In the Segment's china and stainless businesses, competition is based primarily
on quality, design, brand, style, product appeal, consumer satisfaction, and
price. In its luggage, business case and personal leather accessories business,
competition is based primarily on brand awareness, quality, design, style, and
price. In its direct response/mail-order business, the most important
competitive factors are the brand, product appeal, design, sales/marketing
program, service, and price. In its crystal, sterling silver, silver-plated,
and pewter businesses, competition is based primarily on price, with quality,
design, brand, style, product appeal, and consumer satisfaction also being
factors.
Clay and feldspar are the principal raw materials used to manufacture china
products and silica is the principal raw material used to manufacture crystal
products. Gold and platinum are significant raw materials used to decorate china
and crystal products. Leather and nylon fabric are the principal raw materials
used to manufacture luggage and business cases.
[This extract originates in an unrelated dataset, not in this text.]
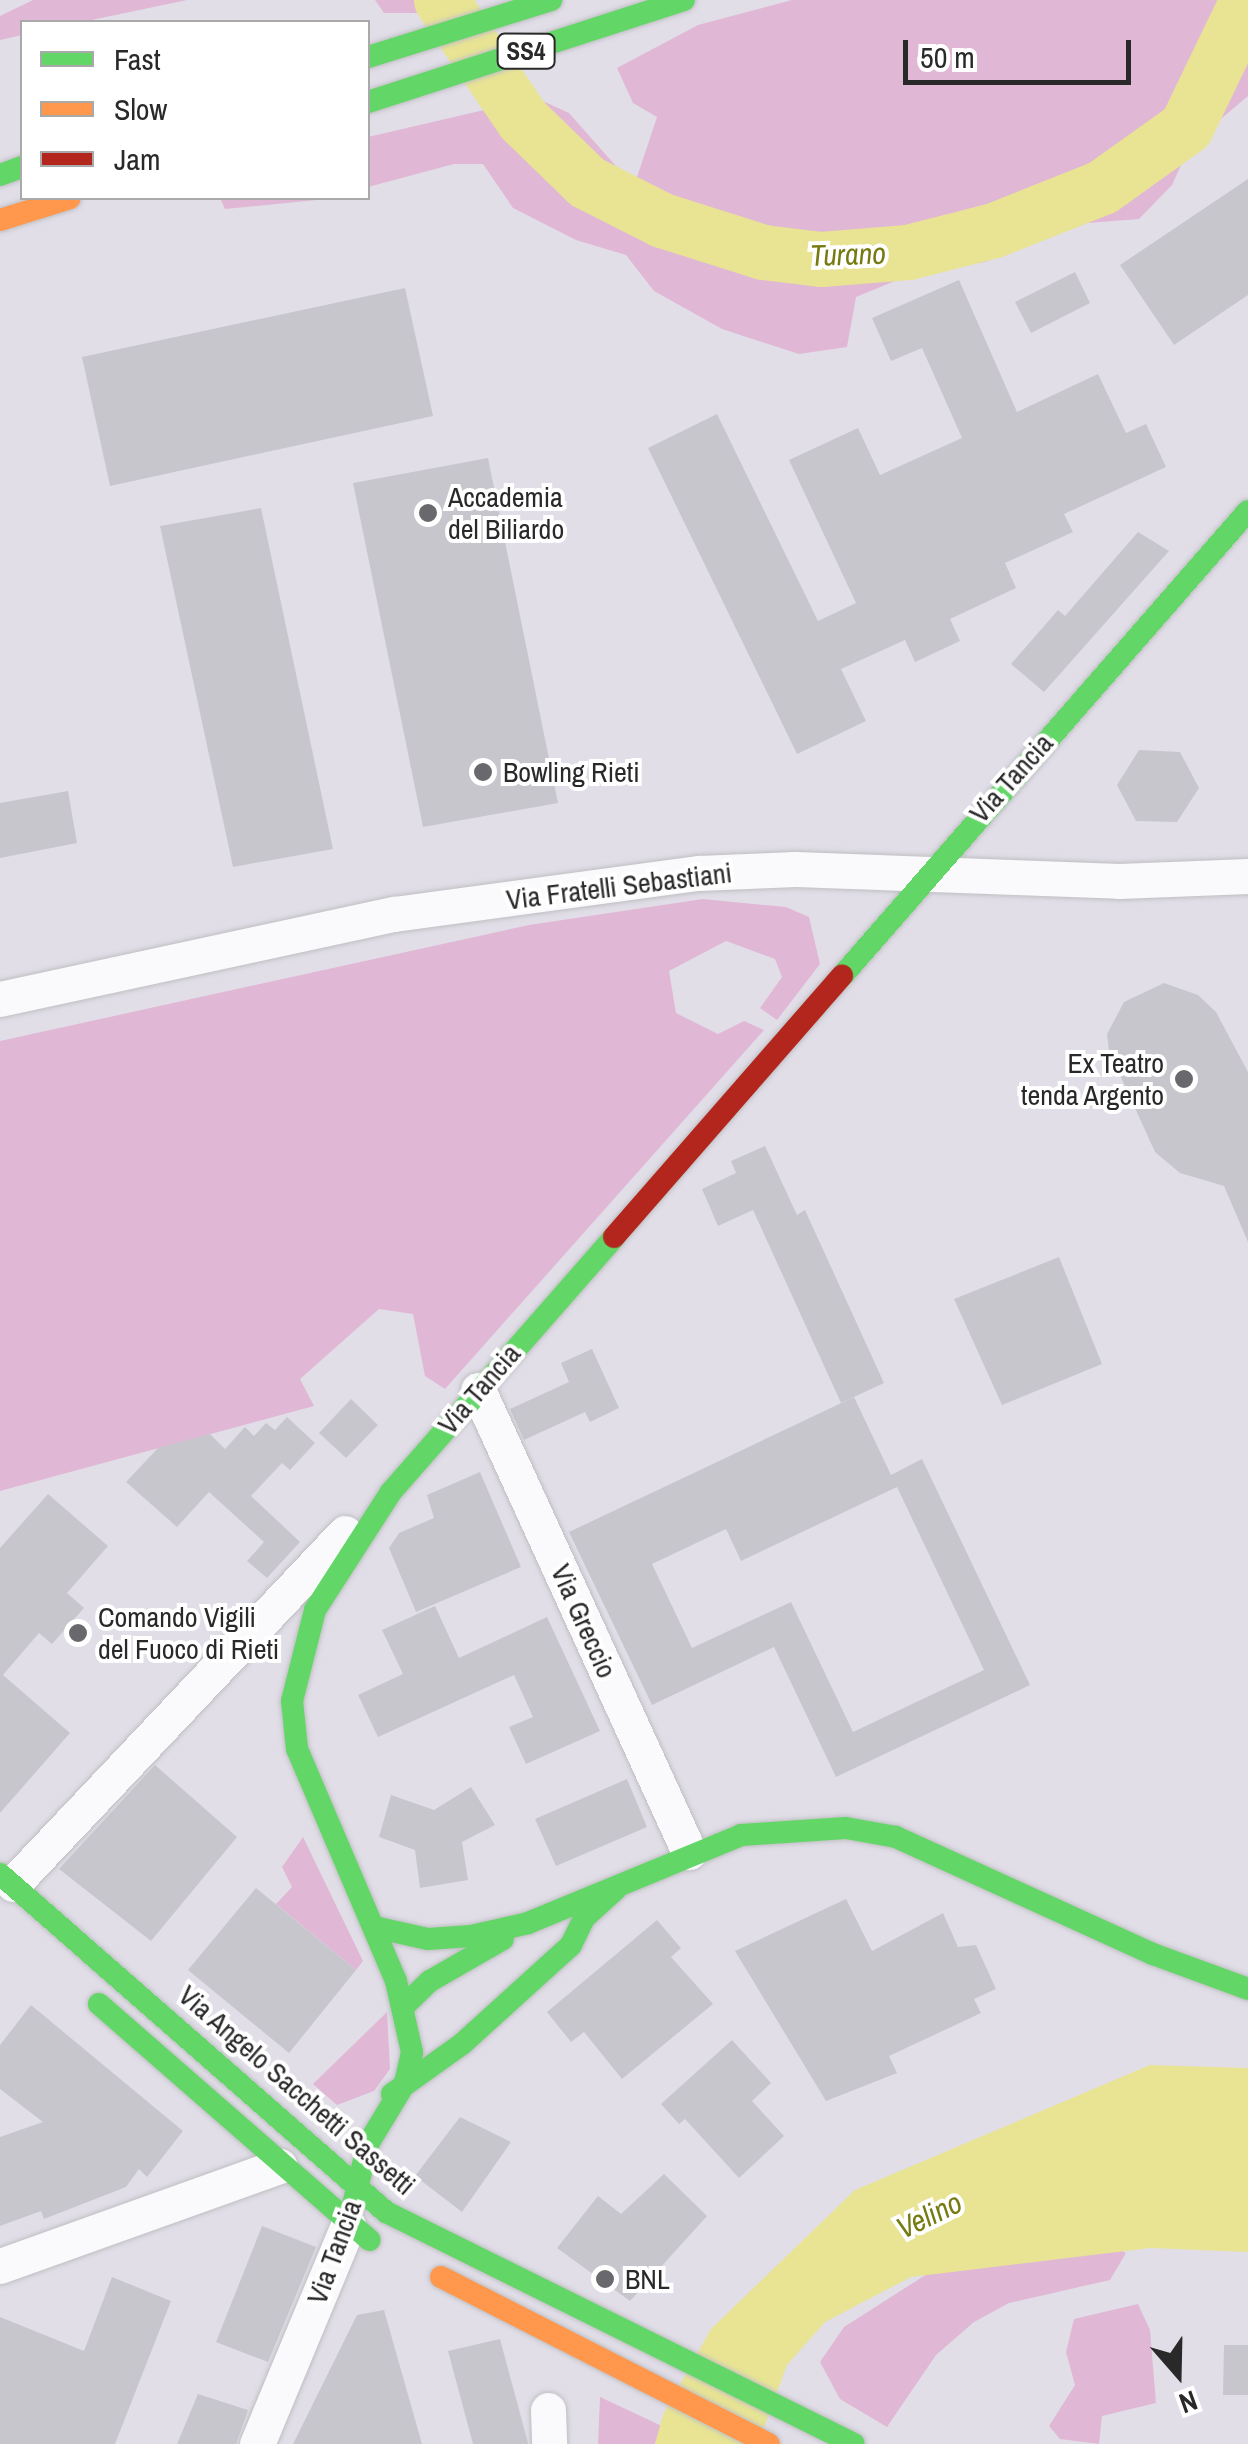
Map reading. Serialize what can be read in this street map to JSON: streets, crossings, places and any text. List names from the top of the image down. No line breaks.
{"streets":{"main road":["SS4","Via Tancia","Via Angelo Sacchetti Sassetti"],"street":["Via Fratelli Sebastiani","Via Greccio"]},"crossings":[["Via Tancia","Via Fratelli Sebastiani"],["Via Tancia","Via Greccio"],["Via Tancia","Via Angelo Sacchetti Sassetti"]],"water":["Turano","Velino"],"places":["Accademia del Biliardo","Bowling Rieti","Ex Teatro tenda Argento","Comando Vigili del Fuoco di Rieti","BNL"],"legend":["Fast","Slow","Jam"],"scale_bar":"50 m","north":"bottom"}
Fine silver is the principal raw
material used to manufacture sterling silver giftware and flatware products; tin
is the principal raw material used to manufacture pewter products; and stainless
steel is the principal raw material used to manufacture stainless steel
flatware. It is anticipated that raw materials used by the Segment will be in
adequate supply. However, the acquisition price of gold, platinum, fine silver,
and tin is influenced significantly by worldwide economic events and commodity
trading.
Sales of certain Segment products are traditionally greater in the second
quarter of the fiscal year, primarily because of seasonal holiday buying.
5
Other Information
- -----------------
As of April 30, 1999, we employ approximately 7,600 persons, including 1,155
employed on a part-time or temporary basis.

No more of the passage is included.